Zacharias has become one of the best-known living evangelists, and has authored dozens of books on faith (most recently Jesus Among Secular Gods: The Countercultural Claims of Christ). He is particularly well-known for giving reasons to defend Christianity in brief videos, many of them available on YouTube.
Born in India but now a Canadian and American citizen, Zacharias is the president and founder of Ravi Zacharias International Ministries (RZIM), which sponsors dozens of itinerant preachers and apologists (defenders of the faith) such as the late former Muslim Nabeel Qureshi. RZIM also hosts conferences for Christian leaders and holds debates on college campuses.

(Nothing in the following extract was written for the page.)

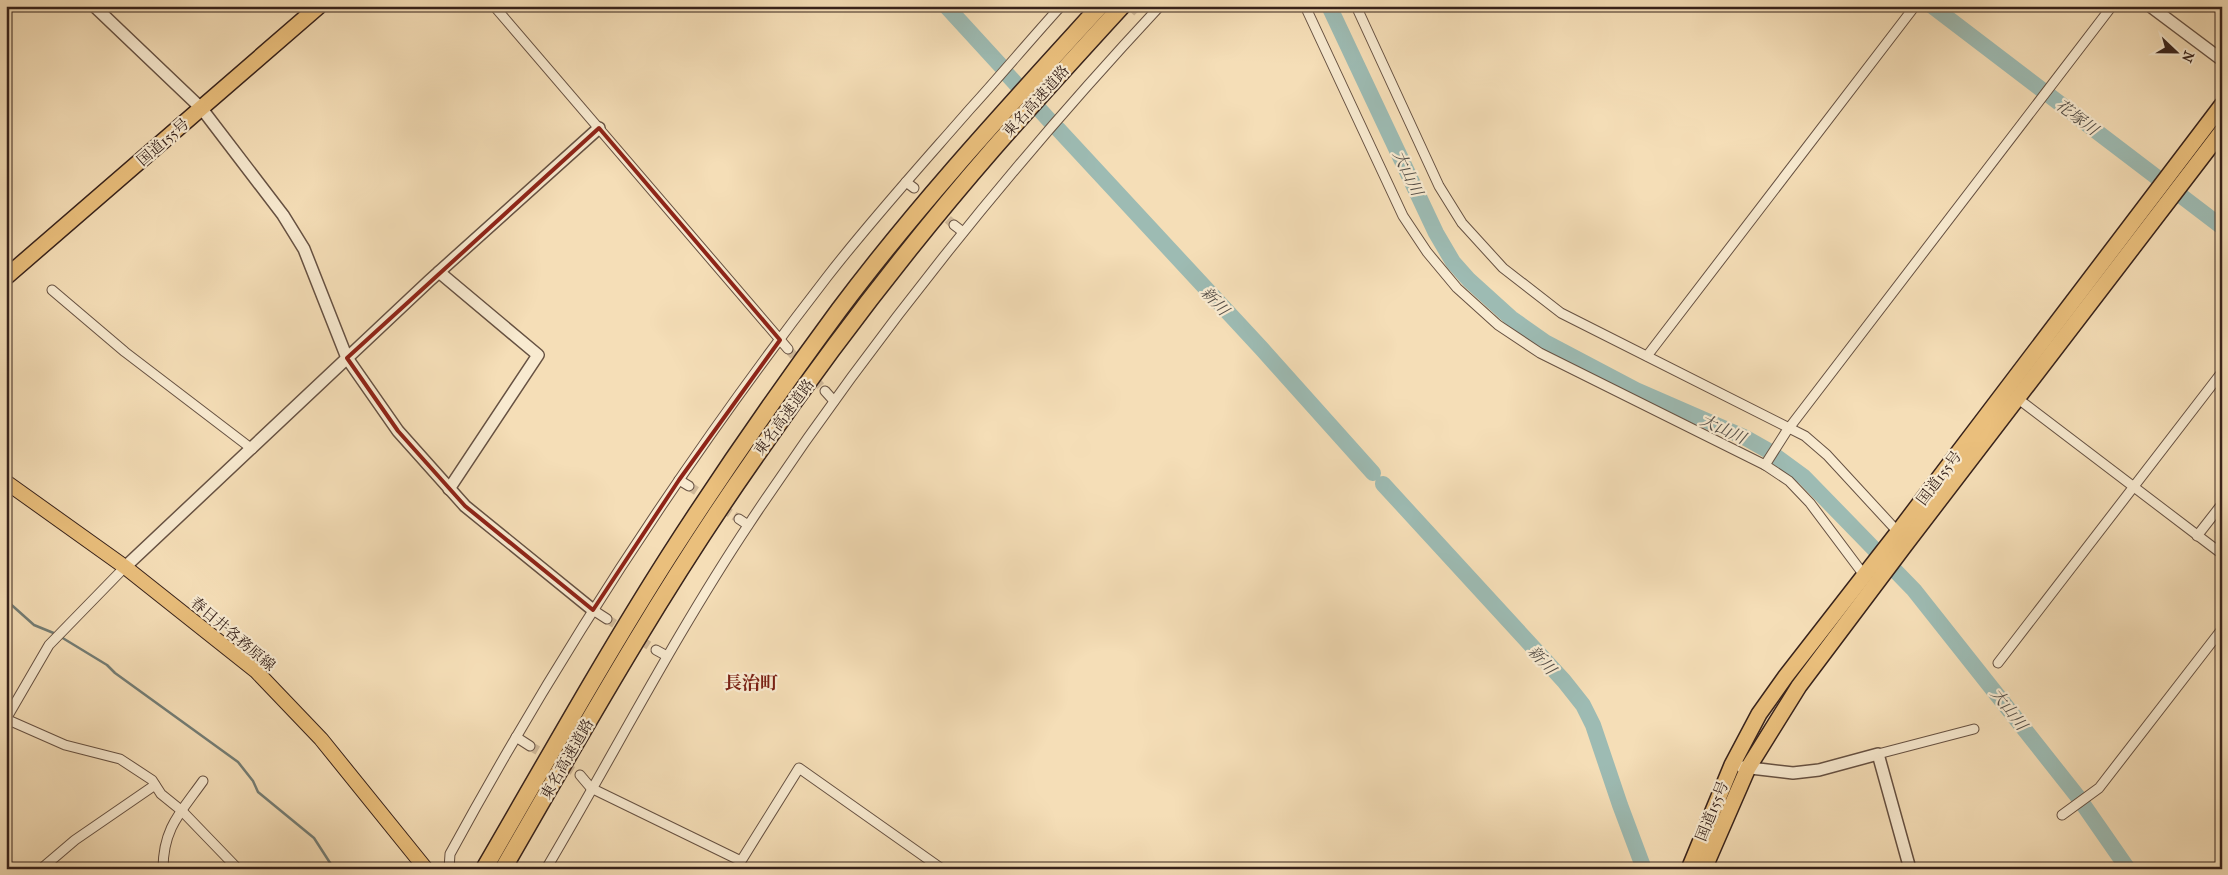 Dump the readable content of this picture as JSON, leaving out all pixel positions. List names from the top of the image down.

Last month, Zacharias agreed to drop a lawsuit he filed against a Canadian couple, Bradley and Lori Anne Thompson, who allegedly attempted to extort money from him. According to the lawsuit, previously reported by Christianity Today, Lori Anne Thompson sent nude photos of herself to Zacharias in order to extort him to send her hush money.
The apologist charged that the wife escalated their text conversations from “friendly correspondence” to sending “unwanted, offensive, sexually explicit language and photographs.”
In April 2017, the couple sent a letter through their attorney demanding $5 million in hush money. “In the alternative of protracted and public litigation,” the couple promised to “sign a release of you and your church and ministry in exchange for a certified check in the amount of $5 million.”
Zacharias’ lawyers pointed out that Bradley Thompson sued his former pastor in 2008, alleging that the pastor abused his position of influence in counseling to further his own business interests. The suit was dropped in 2011, and while the pastor was temporarily suspended, he was later reinstated.
The Thompsons argued that Zacharias used his “spiritual authority” to make advances on the wife.
“As a result of your actions, she eventually opened up her life to you to the point where you exercised a controlling influence over her as one with spiritual authority,” Mark P. Bryant, the Thompsons’ attorney, wrote in the letter demanding $5 million. “Armed with that information and your excellent grooming skills, you chose to exploit her vulnerability to satisfy your own sexual desires.”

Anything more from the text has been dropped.